GPB Capital is a good example of what can go wrong with such private placements and why they are supposed to only be sold to very sophisticated investors willing to take high risks.  For GPB Capital, the company raised a reported $1.8 billion from investors nationwide.  Nevertheless, it has been more than a year since the company failed to make required SEC reports.  Since then, financial information has been consistently delayed, the company’s auditor quit, several regulators have opened investigations into GPB Capital, the FBI raided the company’s offices in New York, a former business partner accused the company of being a “Ponzi scheme” and a current business partner has publicly reported accounting irregularities.

David Rosenberg, the CEO of Prime Automotive Group and a business partner of GPB Capital Holdings, is suing the private placement issuer in a Massachusetts Superior Court. According to Rosenberg’s complaint, GPB Capital has been operating a Ponzi-like scam that involved using investors’ funds to pay other investors and enhance its auto dealerships’ performances. Rosenberg is now the second former GPB Capital business partner to allege in public filings that GPB is essentially operating a Ponzi Scheme.

GPB Capital is a New York-based issuer of risky private placements that is invested primarily in auto dealerships and trash hauling companies. The firm has been under close scrutiny in the wake of allegations that it engaged in financial misconduct and as the value of its numerous GPB funds have dropped significantly from around $1.8 Billion down to about $1 Billion.

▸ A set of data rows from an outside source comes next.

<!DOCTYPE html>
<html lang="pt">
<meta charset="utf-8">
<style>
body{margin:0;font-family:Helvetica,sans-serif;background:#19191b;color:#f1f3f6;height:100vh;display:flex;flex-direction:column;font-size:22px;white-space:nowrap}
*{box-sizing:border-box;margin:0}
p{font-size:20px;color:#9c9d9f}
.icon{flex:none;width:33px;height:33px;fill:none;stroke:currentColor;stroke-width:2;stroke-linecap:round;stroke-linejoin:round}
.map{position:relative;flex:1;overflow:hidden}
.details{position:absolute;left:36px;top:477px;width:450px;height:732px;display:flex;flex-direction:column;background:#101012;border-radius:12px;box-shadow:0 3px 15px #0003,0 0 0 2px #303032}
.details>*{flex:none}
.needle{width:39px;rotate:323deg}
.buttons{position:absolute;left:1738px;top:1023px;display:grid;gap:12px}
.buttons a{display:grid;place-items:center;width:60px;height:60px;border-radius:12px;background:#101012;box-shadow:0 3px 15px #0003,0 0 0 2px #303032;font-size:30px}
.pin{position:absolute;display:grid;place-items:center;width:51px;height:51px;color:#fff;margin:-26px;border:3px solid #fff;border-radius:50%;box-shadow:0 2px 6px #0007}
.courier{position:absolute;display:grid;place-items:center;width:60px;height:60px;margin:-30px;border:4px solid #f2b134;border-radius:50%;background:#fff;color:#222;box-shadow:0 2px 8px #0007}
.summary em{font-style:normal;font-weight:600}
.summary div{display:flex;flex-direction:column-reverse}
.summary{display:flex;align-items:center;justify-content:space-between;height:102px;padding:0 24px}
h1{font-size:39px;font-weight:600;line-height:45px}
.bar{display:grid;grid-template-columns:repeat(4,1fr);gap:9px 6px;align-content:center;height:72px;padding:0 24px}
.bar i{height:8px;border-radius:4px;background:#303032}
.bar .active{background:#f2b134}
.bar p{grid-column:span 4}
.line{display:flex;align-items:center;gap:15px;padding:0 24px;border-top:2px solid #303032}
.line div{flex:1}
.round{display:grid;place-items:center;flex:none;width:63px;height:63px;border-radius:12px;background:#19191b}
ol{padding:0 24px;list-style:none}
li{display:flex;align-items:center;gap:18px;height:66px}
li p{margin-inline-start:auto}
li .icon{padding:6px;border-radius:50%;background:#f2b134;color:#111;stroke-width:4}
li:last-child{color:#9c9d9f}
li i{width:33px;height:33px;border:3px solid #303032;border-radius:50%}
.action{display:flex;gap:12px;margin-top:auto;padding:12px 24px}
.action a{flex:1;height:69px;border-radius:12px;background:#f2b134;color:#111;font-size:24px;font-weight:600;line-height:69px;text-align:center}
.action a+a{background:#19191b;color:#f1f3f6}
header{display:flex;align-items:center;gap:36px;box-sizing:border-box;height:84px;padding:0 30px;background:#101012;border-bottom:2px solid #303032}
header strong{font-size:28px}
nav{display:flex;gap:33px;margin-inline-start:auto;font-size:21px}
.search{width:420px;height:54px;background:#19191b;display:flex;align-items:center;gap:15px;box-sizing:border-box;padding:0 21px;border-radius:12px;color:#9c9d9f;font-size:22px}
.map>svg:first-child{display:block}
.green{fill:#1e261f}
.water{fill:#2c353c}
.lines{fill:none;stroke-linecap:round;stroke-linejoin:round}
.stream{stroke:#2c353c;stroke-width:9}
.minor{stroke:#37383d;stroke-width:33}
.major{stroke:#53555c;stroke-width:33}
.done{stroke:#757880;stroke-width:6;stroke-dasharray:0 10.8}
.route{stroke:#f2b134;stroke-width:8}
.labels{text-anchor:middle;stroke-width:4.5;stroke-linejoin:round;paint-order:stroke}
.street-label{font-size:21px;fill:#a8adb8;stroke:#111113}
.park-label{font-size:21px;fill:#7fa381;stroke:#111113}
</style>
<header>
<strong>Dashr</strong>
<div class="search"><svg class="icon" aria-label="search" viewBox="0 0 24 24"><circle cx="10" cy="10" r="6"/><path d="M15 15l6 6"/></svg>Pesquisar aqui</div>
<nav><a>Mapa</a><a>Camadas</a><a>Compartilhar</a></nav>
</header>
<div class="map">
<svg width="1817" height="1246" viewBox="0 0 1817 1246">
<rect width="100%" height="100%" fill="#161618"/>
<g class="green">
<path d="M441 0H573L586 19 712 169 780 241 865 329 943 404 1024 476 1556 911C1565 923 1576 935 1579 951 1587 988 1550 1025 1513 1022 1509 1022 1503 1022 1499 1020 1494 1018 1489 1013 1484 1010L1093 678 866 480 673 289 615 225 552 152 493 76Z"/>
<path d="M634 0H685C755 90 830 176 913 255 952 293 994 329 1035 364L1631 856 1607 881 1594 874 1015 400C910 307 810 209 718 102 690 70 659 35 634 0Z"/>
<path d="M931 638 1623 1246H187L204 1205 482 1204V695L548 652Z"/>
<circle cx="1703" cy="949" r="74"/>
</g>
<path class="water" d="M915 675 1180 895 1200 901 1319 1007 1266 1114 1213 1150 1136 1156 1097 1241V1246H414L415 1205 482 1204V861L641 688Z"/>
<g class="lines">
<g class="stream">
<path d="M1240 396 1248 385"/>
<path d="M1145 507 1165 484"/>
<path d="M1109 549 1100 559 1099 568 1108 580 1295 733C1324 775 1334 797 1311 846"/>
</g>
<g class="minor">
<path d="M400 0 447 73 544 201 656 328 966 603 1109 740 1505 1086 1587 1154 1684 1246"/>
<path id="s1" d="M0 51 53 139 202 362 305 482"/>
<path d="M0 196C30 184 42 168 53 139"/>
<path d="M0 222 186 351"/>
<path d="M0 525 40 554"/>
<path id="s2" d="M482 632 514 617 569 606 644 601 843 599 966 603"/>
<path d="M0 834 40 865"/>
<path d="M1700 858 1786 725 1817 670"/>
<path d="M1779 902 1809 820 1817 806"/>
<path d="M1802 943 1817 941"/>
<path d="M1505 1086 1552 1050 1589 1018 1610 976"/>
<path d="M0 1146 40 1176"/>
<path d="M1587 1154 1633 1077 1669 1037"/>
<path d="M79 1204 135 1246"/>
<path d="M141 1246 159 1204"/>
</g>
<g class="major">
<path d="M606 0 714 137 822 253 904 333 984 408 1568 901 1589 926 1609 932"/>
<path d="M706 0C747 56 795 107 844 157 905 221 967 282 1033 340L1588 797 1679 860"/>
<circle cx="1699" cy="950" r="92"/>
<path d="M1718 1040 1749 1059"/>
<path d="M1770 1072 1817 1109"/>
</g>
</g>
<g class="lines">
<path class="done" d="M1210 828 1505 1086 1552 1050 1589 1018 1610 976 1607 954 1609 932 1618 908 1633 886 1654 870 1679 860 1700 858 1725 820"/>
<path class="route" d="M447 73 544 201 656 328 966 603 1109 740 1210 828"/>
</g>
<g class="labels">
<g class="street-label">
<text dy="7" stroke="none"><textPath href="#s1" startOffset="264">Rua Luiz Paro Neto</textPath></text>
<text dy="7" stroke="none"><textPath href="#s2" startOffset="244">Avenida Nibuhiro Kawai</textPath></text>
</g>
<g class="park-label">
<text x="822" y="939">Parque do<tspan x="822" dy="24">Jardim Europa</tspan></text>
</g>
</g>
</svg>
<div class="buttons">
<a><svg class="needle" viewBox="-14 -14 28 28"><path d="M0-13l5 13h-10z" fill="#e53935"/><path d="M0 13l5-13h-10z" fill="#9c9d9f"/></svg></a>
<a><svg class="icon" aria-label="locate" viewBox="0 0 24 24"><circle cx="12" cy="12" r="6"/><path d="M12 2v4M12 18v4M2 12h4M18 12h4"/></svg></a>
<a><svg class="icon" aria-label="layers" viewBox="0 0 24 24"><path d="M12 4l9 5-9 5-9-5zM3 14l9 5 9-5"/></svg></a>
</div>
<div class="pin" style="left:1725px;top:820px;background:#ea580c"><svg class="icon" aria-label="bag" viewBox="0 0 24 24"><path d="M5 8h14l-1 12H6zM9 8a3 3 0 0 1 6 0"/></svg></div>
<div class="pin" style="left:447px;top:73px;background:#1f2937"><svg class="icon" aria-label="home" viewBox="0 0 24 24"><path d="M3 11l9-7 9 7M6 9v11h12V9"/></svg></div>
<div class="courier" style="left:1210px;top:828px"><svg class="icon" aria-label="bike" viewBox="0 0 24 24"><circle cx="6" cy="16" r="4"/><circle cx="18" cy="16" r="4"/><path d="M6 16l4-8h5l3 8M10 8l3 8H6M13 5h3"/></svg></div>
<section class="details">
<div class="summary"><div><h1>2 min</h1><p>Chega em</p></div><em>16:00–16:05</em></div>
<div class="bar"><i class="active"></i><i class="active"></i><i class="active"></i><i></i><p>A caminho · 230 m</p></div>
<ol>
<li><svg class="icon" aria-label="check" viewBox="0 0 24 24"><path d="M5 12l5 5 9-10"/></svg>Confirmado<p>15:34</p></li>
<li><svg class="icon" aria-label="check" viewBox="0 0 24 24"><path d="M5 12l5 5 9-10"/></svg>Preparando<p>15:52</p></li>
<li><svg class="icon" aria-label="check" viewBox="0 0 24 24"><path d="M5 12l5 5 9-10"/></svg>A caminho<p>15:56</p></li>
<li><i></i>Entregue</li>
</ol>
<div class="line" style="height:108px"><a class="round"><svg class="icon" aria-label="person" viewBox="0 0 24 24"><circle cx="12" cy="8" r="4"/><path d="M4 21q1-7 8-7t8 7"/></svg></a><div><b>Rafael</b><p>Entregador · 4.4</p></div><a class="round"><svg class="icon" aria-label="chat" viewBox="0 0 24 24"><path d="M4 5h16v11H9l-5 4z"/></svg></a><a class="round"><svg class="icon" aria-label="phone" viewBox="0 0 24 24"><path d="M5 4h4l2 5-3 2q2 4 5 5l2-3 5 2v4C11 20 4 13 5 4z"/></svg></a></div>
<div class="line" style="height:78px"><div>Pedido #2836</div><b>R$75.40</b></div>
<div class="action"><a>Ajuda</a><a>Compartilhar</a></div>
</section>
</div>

The U.S. Securities and Exchange Commission (SEC), the Financial Industry Regulatory Authority (FINRA), the Federal Bureau of Investigation (FBI), the New York City Business Integrity Commission, and the New Jersey Bureau of Securities are all investigating GPB Capital and its various funds. Additionally, Massachusetts Secretary of the Commonwealth William Galvin is investigating more than 60 brokerage firms whose brokers sold GPB private placements to investors. The “temporary” cessation of distributions to investors, since late last year, the firm’s failure over the last two years to provide financial statements, and its auditor’s resignation without completing its audit last year have only served to raise questions and increase concerns.

Investment News is reporting that broker-dealers and their brokers that sold GPB Capital Holdings private placements to investors have collectively been paid $167 million in commissions. That large number represents 9.3% of the $1.8 billion that supposedly accredited, wealthy investors paid for these risky private placements. Recent reports had estimated that the commissions paid were lower, at around $100 million (about 7% per transaction), but GPB Capital has apparently confirmed the much larger number.

While brokers and broker-dealers are allowed to make up to a 10% commissions for selling financial products to clients, very few investments pay such a high rate. However, private placements, such as GPB Capital, entice brokers and their firms to sell such risky investments by offering much higher commissions and fees.

For private placements, it is not uncommon for financial representatives to earn around 7% in commissions, with another 2% going to the brokerage firm. In comparison, mutual funds and other similar investments typically pay less than half as much in commissions.